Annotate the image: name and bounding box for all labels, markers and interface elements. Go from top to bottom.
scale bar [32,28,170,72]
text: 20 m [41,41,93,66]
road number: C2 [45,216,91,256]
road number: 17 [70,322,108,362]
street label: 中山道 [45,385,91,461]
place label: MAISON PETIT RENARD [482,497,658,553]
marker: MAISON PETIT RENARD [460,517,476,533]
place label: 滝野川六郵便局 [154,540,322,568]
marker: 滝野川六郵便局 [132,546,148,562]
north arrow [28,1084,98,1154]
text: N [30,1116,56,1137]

---

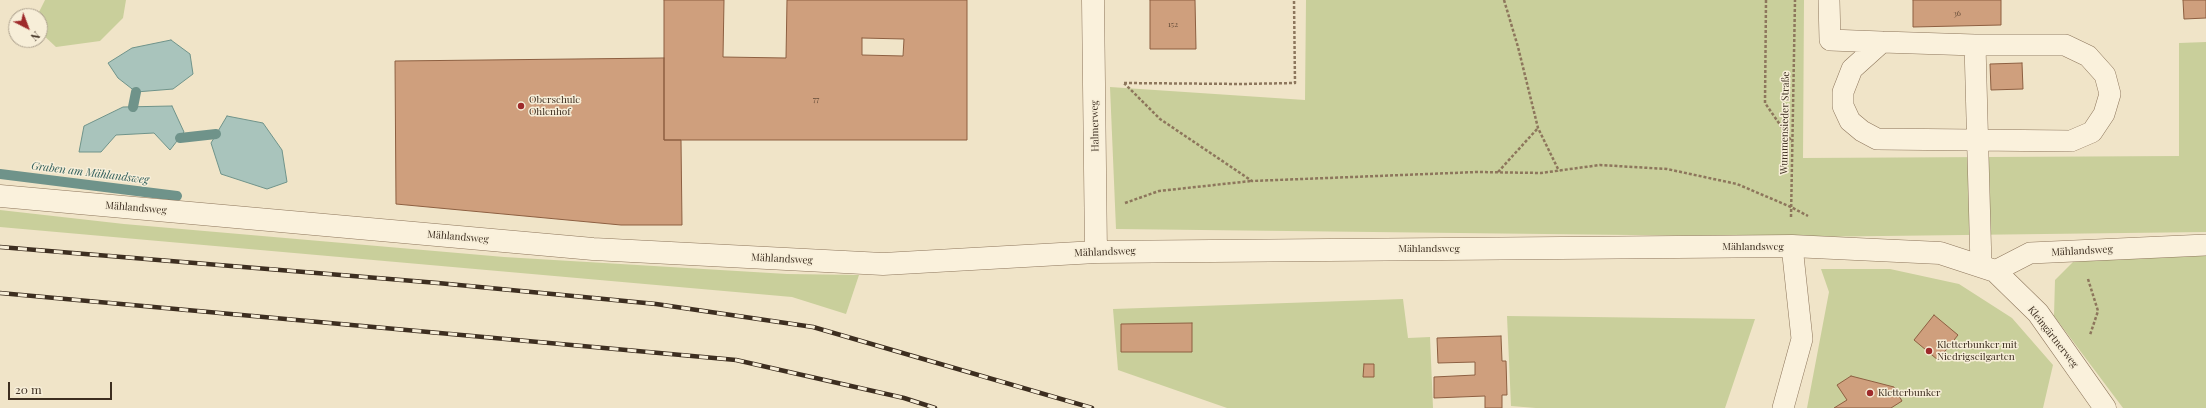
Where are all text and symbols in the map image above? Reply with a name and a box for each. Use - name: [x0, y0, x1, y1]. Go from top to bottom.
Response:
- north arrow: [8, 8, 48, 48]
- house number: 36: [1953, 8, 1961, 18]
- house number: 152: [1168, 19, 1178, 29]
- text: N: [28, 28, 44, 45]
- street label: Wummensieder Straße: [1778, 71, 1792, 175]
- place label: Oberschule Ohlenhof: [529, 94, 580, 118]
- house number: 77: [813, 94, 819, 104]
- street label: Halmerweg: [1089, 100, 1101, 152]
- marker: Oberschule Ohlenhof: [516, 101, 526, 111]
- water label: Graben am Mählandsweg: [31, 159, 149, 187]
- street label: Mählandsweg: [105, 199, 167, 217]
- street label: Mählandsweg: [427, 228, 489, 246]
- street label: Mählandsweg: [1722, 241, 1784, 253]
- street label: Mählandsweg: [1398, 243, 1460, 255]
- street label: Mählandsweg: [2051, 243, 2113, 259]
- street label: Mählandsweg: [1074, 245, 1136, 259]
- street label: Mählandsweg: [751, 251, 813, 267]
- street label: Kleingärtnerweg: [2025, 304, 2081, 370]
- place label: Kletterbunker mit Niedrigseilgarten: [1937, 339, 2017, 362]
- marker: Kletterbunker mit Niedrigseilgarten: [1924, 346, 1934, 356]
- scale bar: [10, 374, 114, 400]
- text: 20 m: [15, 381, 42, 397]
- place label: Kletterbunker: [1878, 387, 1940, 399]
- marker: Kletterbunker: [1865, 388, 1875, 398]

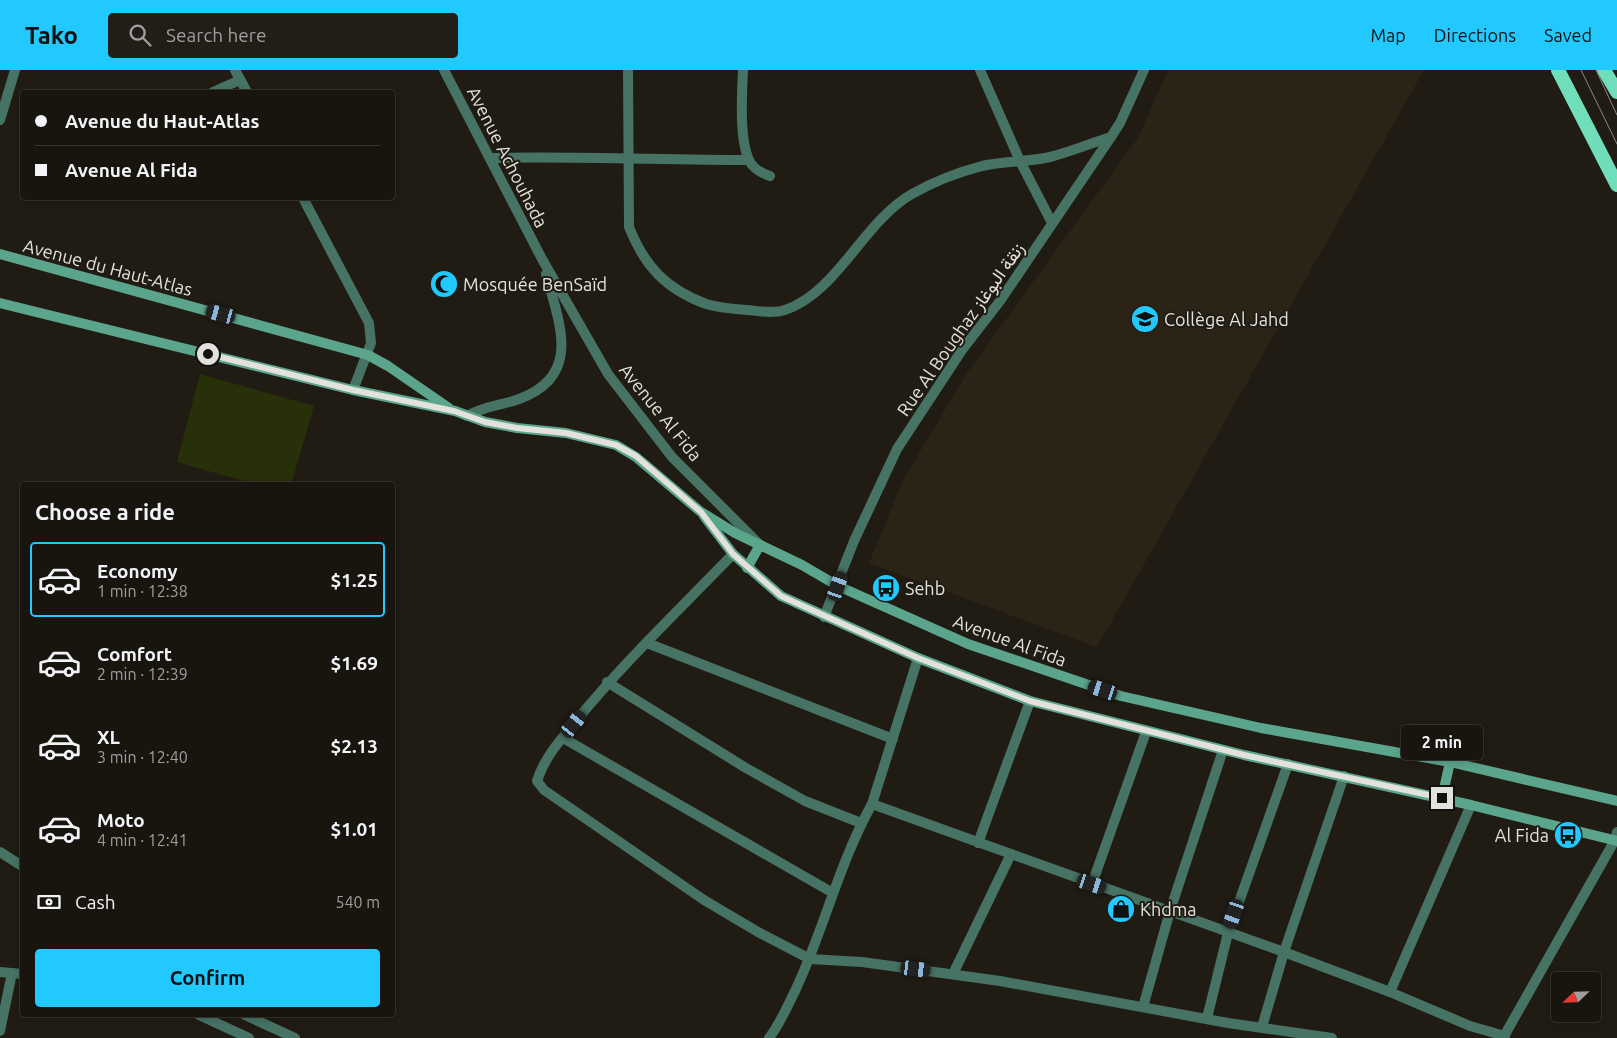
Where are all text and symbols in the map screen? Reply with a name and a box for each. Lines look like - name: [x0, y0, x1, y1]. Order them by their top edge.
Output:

...

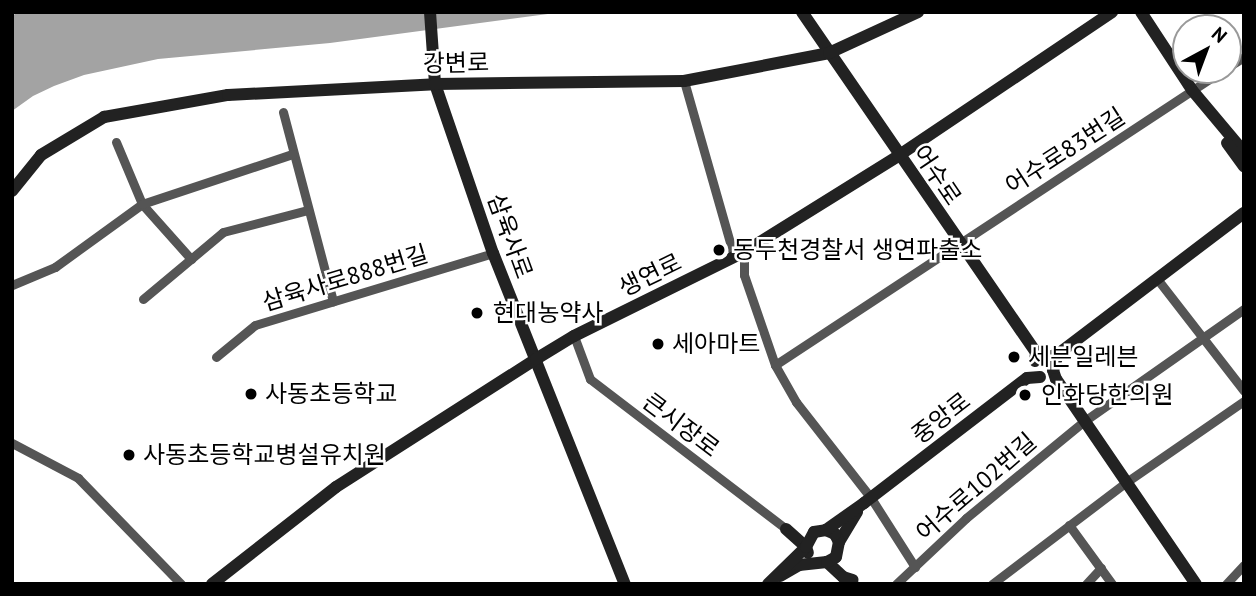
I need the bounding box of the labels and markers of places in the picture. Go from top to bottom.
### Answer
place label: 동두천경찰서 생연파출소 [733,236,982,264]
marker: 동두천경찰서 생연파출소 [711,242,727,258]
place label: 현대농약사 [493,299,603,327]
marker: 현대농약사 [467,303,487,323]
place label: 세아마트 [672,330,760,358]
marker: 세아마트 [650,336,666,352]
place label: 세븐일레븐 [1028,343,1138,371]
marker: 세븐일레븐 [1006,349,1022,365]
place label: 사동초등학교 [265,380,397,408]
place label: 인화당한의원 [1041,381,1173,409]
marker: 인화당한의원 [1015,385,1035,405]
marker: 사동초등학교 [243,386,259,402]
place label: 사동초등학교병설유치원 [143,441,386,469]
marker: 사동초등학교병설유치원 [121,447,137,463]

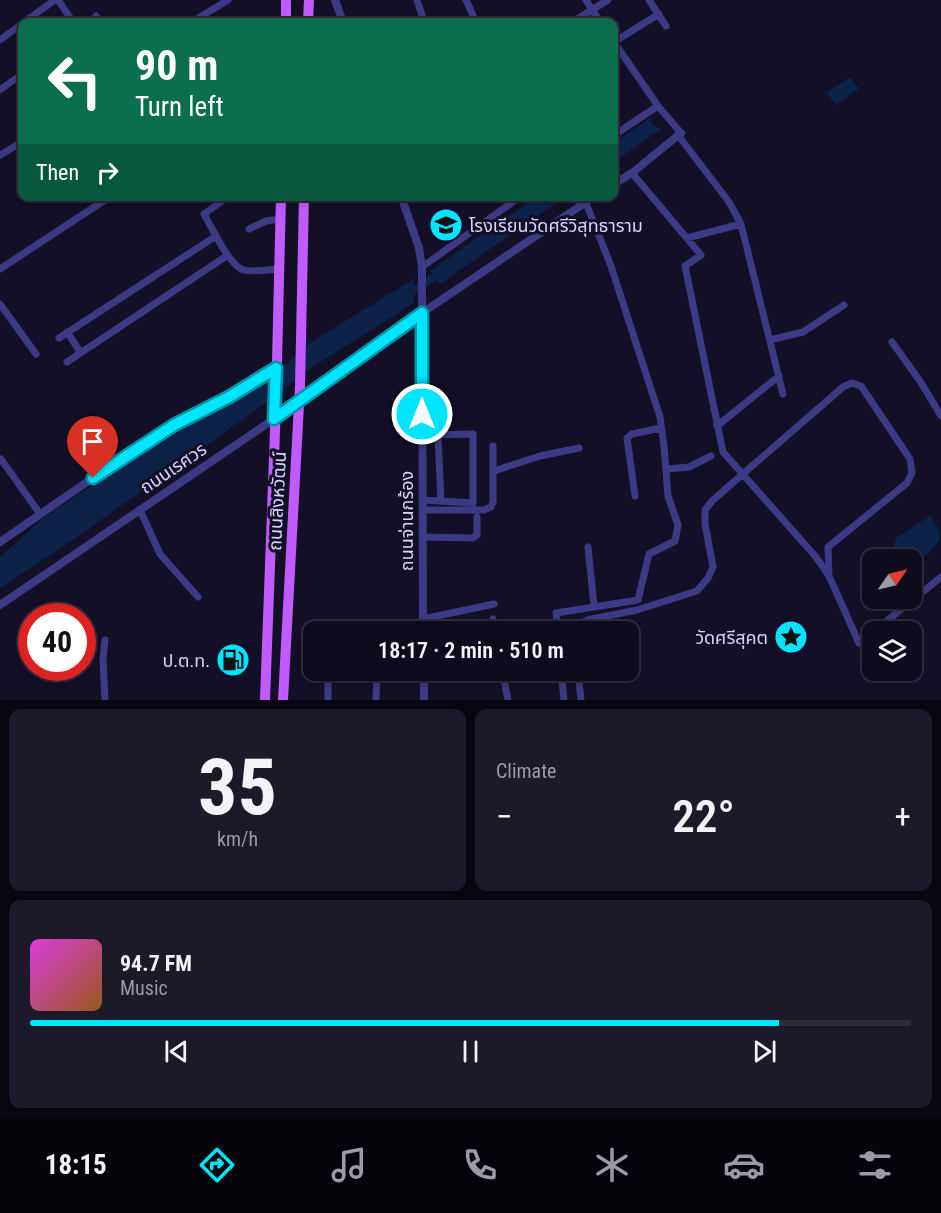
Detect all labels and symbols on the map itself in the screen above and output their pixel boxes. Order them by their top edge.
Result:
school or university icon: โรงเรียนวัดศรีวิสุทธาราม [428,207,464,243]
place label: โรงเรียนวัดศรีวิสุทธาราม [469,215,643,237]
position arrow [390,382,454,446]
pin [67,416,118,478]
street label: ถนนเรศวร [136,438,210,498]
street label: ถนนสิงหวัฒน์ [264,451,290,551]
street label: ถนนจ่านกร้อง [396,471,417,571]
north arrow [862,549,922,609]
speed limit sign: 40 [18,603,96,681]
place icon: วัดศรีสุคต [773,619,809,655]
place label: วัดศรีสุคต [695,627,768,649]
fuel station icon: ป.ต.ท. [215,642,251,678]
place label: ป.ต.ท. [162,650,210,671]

■ Your instructions ■
What lines in the material above include "symbols"? Copy every one of them.

■ Result of this exercise ■
Where are all text and symbols in the map image above? Reply with a name and a box for each. Use - name: [x0, y0, x1, y1]. Go from top to bottom.
Where are all text and symbols in the map screen? Reply with a name and a box for each. Lines look like - name: [x0, y0, x1, y1]. Order them by their top edge.
Detect all labels and symbols on the map itself in the screen above and output their pixel boxes. Order them by their top edge.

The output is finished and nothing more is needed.